The a spate of gun violence in Philadelphia this weekend pushed the city’s homicide count as of Monday morning to 185 victims, according to The Philadelphia Inquirer. That was more than 30% higher than at this time last year, and 2020 was a year when the city’s police reported more known shooting victims than at any time since it started keeping separate records on that in 2007.

Stephens, the lone Republican dissenter Tuesday, said he believed there were easier ways to make the permit requirement less-onerous for handgun owners, like requiring the state to notify permit holders that it’s time to renew their five-year permits, just like the state Department of Transportation does now for vehicle registrations and driver’s license renewals.
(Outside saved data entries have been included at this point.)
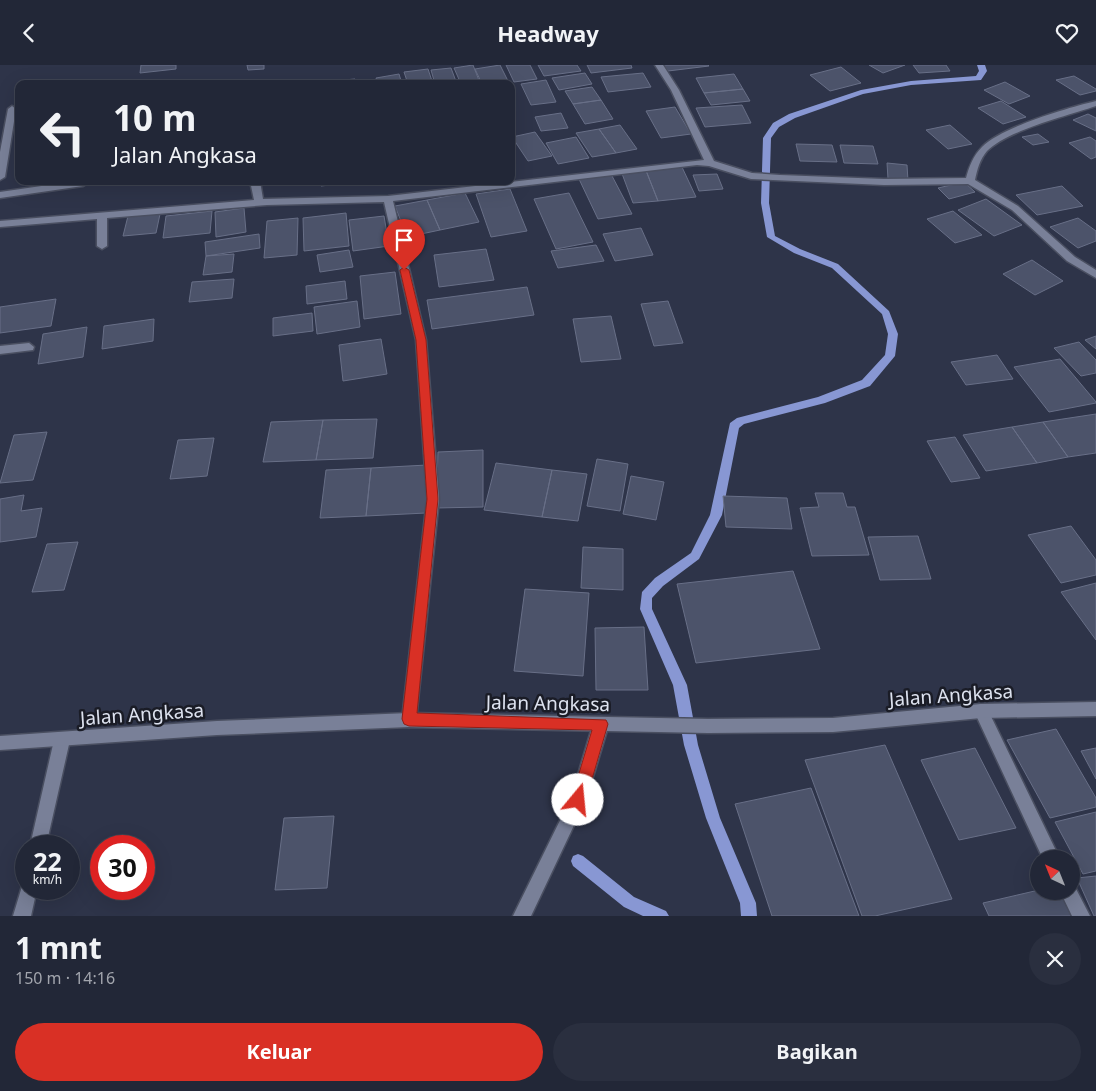 <!DOCTYPE html>
<html lang="id">
<head>
<meta charset="utf-8">
<style>
  :root { --surface:#222737; --page:#2a2f3f; --text:#f1f3f6; --muted:#a2a5ad; --line:#3f4452; --accent:#d93025 }
  body { margin:0; font-family:"Noto Sans",sans-serif; background:var(--page); color:var(--text); height:100vh; display:flex; flex-direction:column; font-size:19px; white-space:nowrap }
  * { box-sizing:border-box; margin:0 }
  p { font-size:16px; color:var(--muted) }
  .icon { flex:none; width:28px; height:28px; fill:none; stroke:currentColor; stroke-width:2; stroke-linecap:round; stroke-linejoin:round }
  .map { position:relative; height:851px; overflow:hidden }
  .side { display:flex; flex-direction:column; background:var(--surface); flex:1 }
  .side>* { flex:none }
  .banner { position:absolute; left:15px; top:15px; width:500px; height:105px; border-radius:10px; box-shadow:0 5px 20px #0002,0 0 0 1px var(--line); background:#222737; color:var(--text); overflow:hidden }
  .needle { width:32px; rotate:317deg }
  .tools { position:absolute; left:1030px; top:785px; display:grid; gap:10px }
  .tools a { display:grid; place-items:center; width:50px; height:50px; border-radius:50%; background:var(--surface); box-shadow:0 5px 20px #0002,0 0 0 1px var(--line); font-size:25px }
  .speed { position:absolute; left:15px; top:770px; display:flex; gap:10px; font-size:25px; font-weight:700; text-align:center }
  .speed>* { display:grid; place-content:center; width:65px; height:65px; border-radius:50%; background:var(--surface); box-shadow:0 5px 20px #0002,0 0 0 1px var(--line); line-height:1 }
  .speed small { font-size:12px; font-weight:400 }
  .speed .limit { border:8px solid #d22; background:#fff; color:#111 }
  .pin { position:absolute; display:grid; place-items:center; width:42px; height:42px; color:#fff; margin:-51px -21px; border-radius:50% 50% 50% 0; rotate:-45deg; box-shadow:0 0 5px #0007 }
  .pin .icon { rotate:45deg }
  .me { position:absolute; width:55px; margin:-28px; rotate:17deg; stroke-linejoin:round; filter:drop-shadow(0 0 4px #0008) }
  .turn { display:flex; align-items:center; gap:18px; height:105px; padding:0 15px; font-size:22px }
  .turn .icon { width:65px; height:65px; stroke-width:2.5 }
  .turn b { display:block; font-size:35px; line-height:42px }
  .round { display:grid; place-items:center; flex:none; width:52px; height:52px; border-radius:26px; background:var(--page) }
  .headline { display:flex; align-items:center; justify-content:space-between; height:85px; padding:0 15px }
  h1 { font-size:30px; font-weight:700; line-height:38px }
  .action { display:flex; gap:10px; margin-top:auto; padding:10px 15px }
  .action a { flex:1; height:58px; border-radius:30px; background:var(--accent); color:#fff; font-size:20px; font-weight:700; line-height:58px; text-align:center }
  .action a+a { background:var(--page); color:var(--text) }
  header { display:flex; justify-content:space-between; align-items:center; height:65px; padding:0 15px; background:var(--surface); font-size:22px; font-weight:700 }
  .map>svg:first-child { display:block }
  .lines { fill:none; stroke-linecap:round; stroke-linejoin:round }
  .stream { fill:#8897d3; fill-rule:evenodd }
  .building { fill:#4c536a; stroke:#686f87 }
  .service-casing { stroke:#4a4f61; stroke-width:3 }
  .minor-casing { stroke:#4a4f61; stroke-width:3 }
  .tertiary-casing { stroke:#4a4f61; stroke-width:3 }
  .service { fill:#798098; fill-rule:evenodd }
  .minor { fill:#798098; fill-rule:evenodd }
  .tertiary { fill:#798098; fill-rule:evenodd }
  .route { fill:#d93025; stroke:#8d1f18 }
  .labels { text-anchor:middle; dominant-baseline:central; stroke-width:5; stroke-linejoin:round; paint-order:stroke }
  .near-street-label { font-size:19px; fill:#dde2ef; stroke:#1a1c26 }
</style>
</head>
<body>
<header><svg class="icon" aria-label="back" viewBox="0 0 24 24"><path d="M15 5l-7 7 7 7"/></svg>Headway<svg class="icon" aria-label="heart" viewBox="0 0 24 24"><path d="M12 20l-8-8c-3-5 5-10 8-4 3-6 11-1 8 4z"/></svg></header>
<div class="map">
<svg width="1096" height="851" viewBox="0 0 1096 851">
  <rect width="100%" height="100%" fill="#2e3449"/>
  <g class="lines">
    <path class="stream" d="M977,0H985L987,6L981,15L911,20L863,29L795,53L779,62L771,73L769,138L775,171L800,184L838,199L889,246L898,269L895,291L870,321L825,338L744,359L739,363L722,450L699,494L663,521L652,533V544L687,620L698,680L720,753L756,838L757,851H741L740,838L706,753L684,680L673,620L640,544L642,527L655,513L691,488L710,450L730,358L737,353L818,332L862,315L885,290L888,269L882,249L832,203L794,188L767,172L761,138L763,73L773,58L789,49L861,25L911,16L976,11L979,6Z
      M578,789L583,791L634,832L666,846L669,851H643L624,842L573,801L571,796L573,791Z"/>
  </g>
  <path class="building" d="M141,0H176V4L140,8Z
    M247,0H264V4L248,5Z
    M473,0L480,18L461,19L454,3Z
    M500,0L508,16L482,19L475,4Z
    M506,0H530L537,14L514,17Z
    M538,0H577L581,6L544,11Z
    M587,0H631L632,3L591,8Z
    M664,0H708L709,1L668,6Z
    M869,0H905L883,8Z
    M913,0H946L950,6L919,8Z
    M841,2L861,18L830,26L810,10Z
    M451,3L457,19H435L431,5Z
    M428,4L433,19H408L404,7Z
    M585,8L592,19L559,25L552,13Z
    M643,8L651,22L608,27L601,12Z
    M399,9L402,19H378L376,13Z
    M734,9L743,24L704,28L696,13Z
    M1074,11L1096,24V26L1080,30L1056,15Z
    M355,14V19H322V17Z
    M546,15L556,37L531,40L521,19Z
    M1005,17L1030,31L1009,39L984,25Z
    M592,22L601,35L573,39L565,26Z
    M743,24L750,36L711,40L704,28Z
    M601,35L613,54L585,59L573,39Z
    M1001,36L1026,52L1003,59L978,43Z
    M742,40L751,58L705,62L696,43Z
    M675,42L691,69L661,73L646,46Z
    M561,48L568,63L541,66L535,52Z
    M1088,49L1096,53V66L1073,55Z
    M620,60L637,84L616,88L599,64Z
    M950,60L972,79L948,84L926,65Z
    M599,64L616,88L592,92L576,68Z
    M535,67L552,91L528,96L512,72Z
    M1038,69L1049,77L1033,80L1022,72Z
    M576,72L589,93L558,99L546,78Z
    M1090,72L1096,76V92L1091,94L1069,78Z
    M796,79L832,80L837,97L800,96Z
    M840,80L873,81L878,99L844,98Z
    M887,98L907,100L908,116L888,114Z
    M681,100L696,132L658,136L645,103Z
    M645,103L658,136L633,138L621,106Z
    M611,109L632,149L598,154L579,114Z
    M717,109L723,124L699,126L693,110Z
    M287,116H313L312,119L287,120Z
    M321,116H347V118L321,121Z
    M964,117L975,127L949,134L938,123Z
    M1062,121L1083,141L1037,150L1016,130Z
    M510,124L527,166L491,172L476,129Z
    M465,128L479,157L440,165L427,135Z
    M569,128L593,177L556,184L534,134Z
    M986,134L1022,160L994,171L958,145Z
    M427,135L440,165L407,172L395,141Z
    M244,143L246,167L216,172L215,147Z
    M212,146L210,168L163,173L166,151Z
    M953,146L982,170L955,178L927,154Z
    M346,148L349,181L304,186L303,153Z
    M160,149L156,168L123,171L128,151Z
    M384,151L389,181L353,186L349,155Z
    M298,153L297,190L264,193L267,156Z
    M1078,153L1096,166V176L1078,183L1050,162Z
    M641,163L653,190L615,196L603,169Z
    M259,169L260,183L206,191L205,177Z
    M596,180L604,196L558,203L551,186Z
    M486,184L494,215L439,222L434,190Z
    M349,185L353,202L320,207L317,190Z
    M234,189L232,207L203,210L206,191Z
    M1032,195L1063,216L1035,230L1003,209Z
    M395,207L401,249L364,254L360,211Z
    M234,214L232,233L189,237L192,217Z
    M345,216L347,234L307,239L306,221Z
    M527,222L534,250L432,264L427,235Z
    M56,234L51,261L0,268V242Z
    M357,236L360,262L317,269L314,242Z
    M668,236L683,278L654,281L641,239Z
    M312,248L313,266L273,271V253Z
    M611,251L621,294L581,297L573,254Z
    M154,254L153,276L102,284L104,261Z
    M87,262L83,292L38,299L43,269Z
    M1096,271V284L1085,275Z
    M381,274L387,309L343,316L339,280Z
    M1079,277L1096,295V308L1081,311L1054,283Z
    M997,290L1013,314L966,320L951,297Z
    M1060,294L1096,337V338L1049,347L1014,302Z
    M1096,349V388L1068,392L1043,357Z
    M377,354L373,393L316,395L323,355Z
    M323,355L316,395L263,397L271,357Z
    M1043,357L1068,392L1037,398L1012,362Z
    M1012,362L1037,398L986,406L963,370Z
    M47,367L33,415L0,418L14,370Z
    M955,372L980,413L951,417L927,376Z
    M214,373L207,411L170,414L178,375Z
    M483,385V442L436,443L438,387Z
    M597,394L628,399L620,446L587,441Z
    M496,398L552,405L542,452L484,445Z
    M427,400L426,448L366,451L371,403Z
    M371,403L366,451L320,453L326,405Z
    M552,405L587,409L578,456L542,452Z
    M631,411L664,417L656,455L623,449Z
    M815,428H843L847,442H855L869,490L812,491L800,443L819,442Z
    M24,430L21,446L42,443L36,472L0,477V434Z
    M723,431L787,433L792,464L726,462Z
    M1071,461L1096,495V510L1061,518L1028,470Z
    M918,471L931,514L880,515L868,472Z
    M78,477L64,525L32,527L47,479Z
    M583,482L623,484V525L581,523Z
    M793,506L820,584L696,598L677,519Z
    M1096,518V575L1061,527Z
    M525,524L589,528L583,611L514,606Z
    M644,562L648,625H596L595,563Z
    M1056,664L1096,733V742L1050,753L1007,675Z
    M885,680L952,834L875,851H862L805,695Z
    M975,683L1016,763L959,775L921,695Z
    M1096,683V714L1081,686Z
    M811,723L859,851H772L735,739Z
    M1096,747V806L1083,809L1055,757Z
    M334,751L327,823L275,825L284,753Z
    M1096,811V851H1094L1077,813Z
    M1039,825L1064,826L1077,851H989L983,838Z"/>
  <g class="lines">
    <defs>
      <path id="service" d="M12,41L16,44L5,112L0,115V87L8,44Z"/>
      <path id="minor" d="M655,0H663L679,25L714,96L752,108L780,110L884,114L966,113C969,102 973,91 982,82C1002,62 1067,43 1096,36V41C1067,51 1008,65 987,86C980,94 977,105 975,115L1018,141L1075,192L1096,205V213L1067,196L1012,145L968,119L884,120L751,114L709,101L697,100L393,136L426,275L439,434L416,655L414,660L409,662L404,660L402,655L427,434L416,275L384,137L267,140L107,153V181L102,184L97,181V154L0,162V156L254,135L250,116H260L263,134L388,131L704,95L671,25Z
        M76,116H88V118L83,121L0,133V127Z
        M29,278L34,282L33,285L0,289V281Z
        M981,639L986,641L1060,794H1043L974,646L976,641Z
        M601,652L606,654L609,659L586,735L531,851H513L571,733L593,659L596,654Z
        M62,668L67,670L70,675L46,781H30L54,675L57,670Z
        M26,817V824H37L31,851H13L23,818Z
        M1071,819L1074,820L1090,851H1072L1060,826H1071Z"/>
      <path id="tertiary" d="M1096,637V651L981,653L833,667L708,668L409,662L217,670L0,685V671L217,656L409,648L708,654L833,653L981,639Z"/>
    </defs>
    <use href="#service" class="service-casing"/>
    <use href="#minor" class="minor-casing"/>
    <use href="#tertiary" class="tertiary-casing"/>
    <use href="#service" class="service"/>
    <use href="#minor" class="minor"/>
    <use href="#tertiary" class="tertiary"/>
  </g>
  <path class="route" d="M404,202L409,205L426,275L438,434L417,648L606,655L608,659L586,735L583,740L578,742L573,740L571,735L592,665L409,661L404,659L402,654L427,434L416,275L400,205Z"/>
  <g class="labels">
    <g class="near-street-label">
      <text transform="translate(951 630) rotate(-4)">Jalan Angkasa</text>
      <text transform="translate(548 638) rotate(1)">Jalan Angkasa</text>
      <text transform="translate(142 649) rotate(-4)">Jalan Angkasa</text>
    </g>
  </g>
</svg>
<div class="tools">
<a><svg class="needle" viewBox="-14 -14 28 28"><path d="M0-13l5 13h-10z" fill="#e53935"/><path d="M0 13l5-13h-10z" fill="#a2a5ad"/></svg></a>
</div>
<div class="speed"><div>22<small>km/h</small></div><div class="limit">30</div></div>
<div class="pin" style="left:404px;top:205px;background:#d93025"><svg class="icon" aria-label="arrive" viewBox="0 0 24 24"><path d="M6 21V4h12l-3 4 3 4H6"/></svg></div>
<svg class="me" style="left:578px;top:735px" viewBox="-20 -20 40 40"><circle r="19" fill="#fff"/><path d="M0-13L10 11 0 6-10 11z" fill="#d93025"/></svg>
<div class="banner">
<div class="turn"><svg class="icon" aria-label="left" viewBox="0 0 24 24"><path d="M17 20v-9H6M10 6l-5 5 5 5"/></svg><div><b>10 m</b>Jalan Angkasa</div></div>
</div>
</div>
<section class="side">
<div class="headline"><div><h1>1 mnt</h1><p>150 m · 14:16</p></div><a class="round"><svg class="icon" aria-label="close" viewBox="0 0 24 24"><path d="M6 6l12 12M18 6L6 18"/></svg></a></div>
<div class="action"><a>Keluar</a><a>Bagikan</a></div>
</section>
</body>
</html>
Stephens said he was especially concerned about seeing an explosion in the number of people who would might decide to carry guns in their cars.

Other Democrats said they see nothing particularly burdensome about the permit requirement, noting that about 1.3 million state residents have the permits now.

“We can have a right that is protected, but that is also protected in a way that is responsible and respectful of others’ rights,” said Rep. Joe Hohenstein, a Philadelphia Democrat.

House Judiciary staff said the bill is opposed by the state District Attorneys Association and the Pennsylvania Chiefs of Police Association, while the municipal police officers union and county sheriffs’ are neutral.

Bernstine has bigger things to worry about, however.

If his bill would eventually get through the full House and the state Senate, it would almost certainly face a veto by Gov. Tom Wolf.

In a statement Tuesday night, Wolf’s Press Secretary Lyndsay Kensinger said “The governor urges the General Assembly to join him in prioritizing addressing gun violence; specifically, take up safe storage legislation to reduce the number of shootings by people who should not have access to guns, including accidental shootings by children; to tighten reporting requirements for lost or stolen guns; to swiftly pass the Extreme Risk Protection Order Act, also known as the red flag law; and to pursue state-level universal background checks on all gun purchases.”

Pennsylvanians are already generally allowed to openly carry loaded firearms, although the law is silent on it. Only in Philadelphia is a permit required for that.